Description of the task:
Ignoring the pictures, repeat every entry below exactly as it appears.

Provided material:
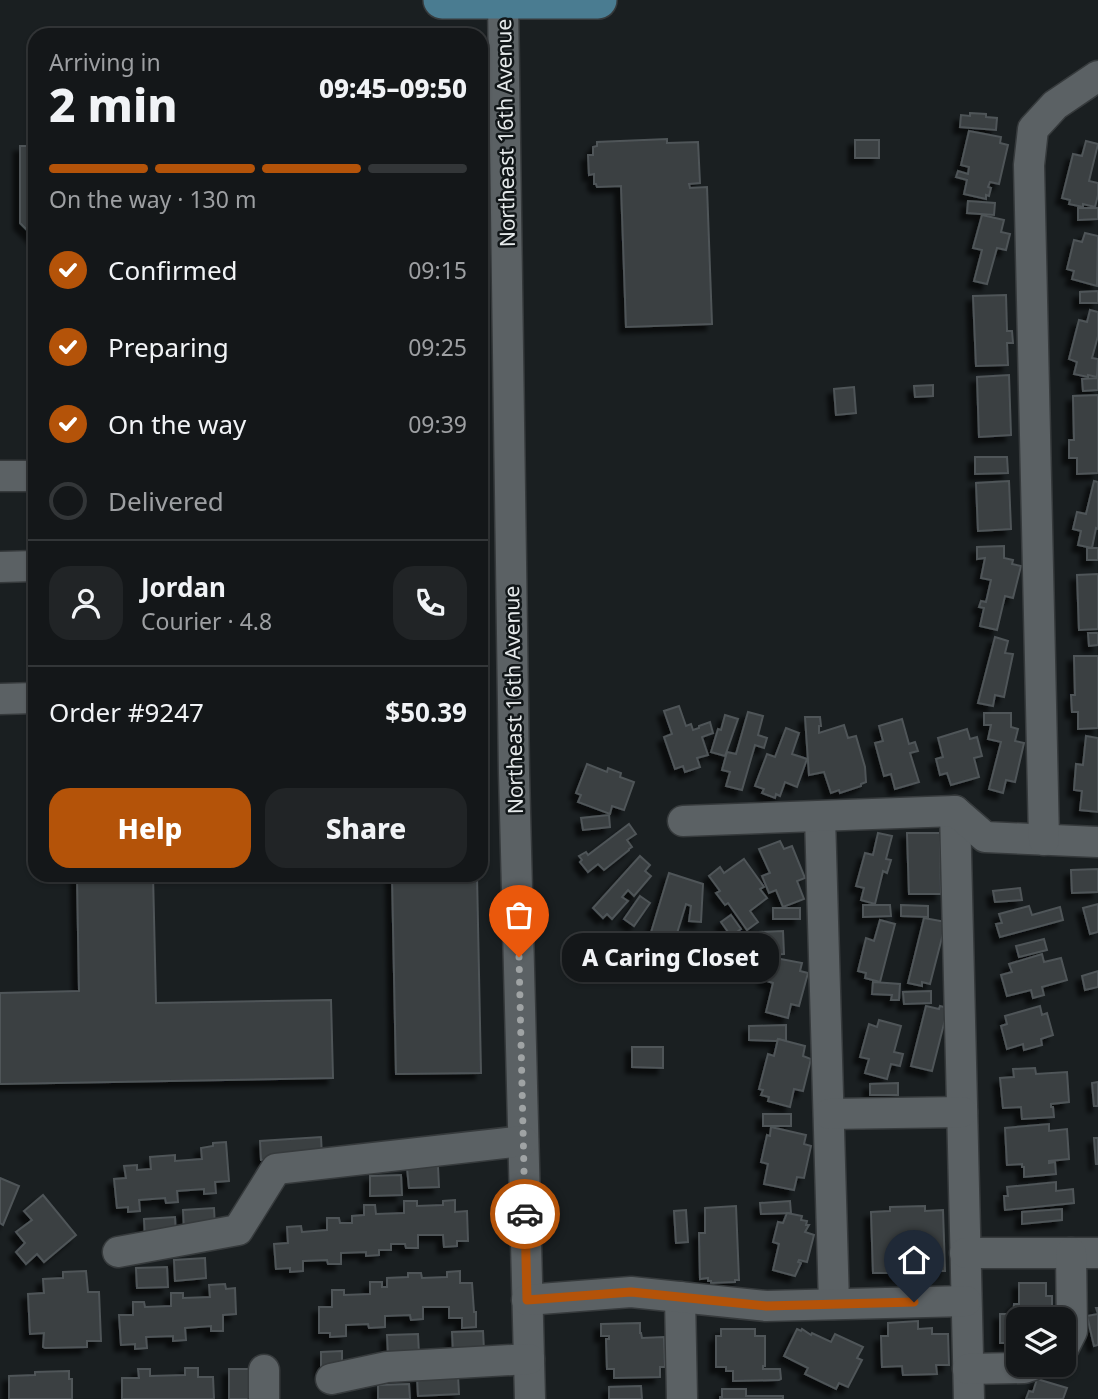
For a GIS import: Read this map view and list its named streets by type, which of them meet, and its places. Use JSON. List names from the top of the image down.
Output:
{
  "streets": {
    "street": ["Northeast 16th Avenue"]
  },
  "places": ["A Caring Closet"],
  "page": {
    "heading": ["2 min", "Arriving in", "09:45–09:50"],
    "panel": [
      "Jordan",
      "Courier · 4.8",
      "Order #9247",
      "$50.39"
    ],
    "bar": "On the way · 130 m",
    "list": [
      ["Confirmed", "09:15"],
      ["Preparing", "09:25"],
      ["On the way", "09:39"],
      "Delivered"
    ],
    "buttons": ["Help", "Share"],
    "bubble": "A Caring Closet"
  }
}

Solution:
For a GIS import: Read this map view and list its named streets by type, which of them meet, and its places. Use JSON. List names from the top of the image down.
Output:
{
  "streets": {
    "street": ["Northeast 16th Avenue"]
  },
  "places": ["A Caring Closet"],
  "page": {
    "heading": ["2 min", "Arriving in", "09:45–09:50"],
    "panel": [
      "Jordan",
      "Courier · 4.8",
      "Order #9247",
      "$50.39"
    ],
    "bar": "On the way · 130 m",
    "list": [
      ["Confirmed", "09:15"],
      ["Preparing", "09:25"],
      ["On the way", "09:39"],
      "Delivered"
    ],
    "buttons": ["Help", "Share"],
    "bubble": "A Caring Closet"
  }
}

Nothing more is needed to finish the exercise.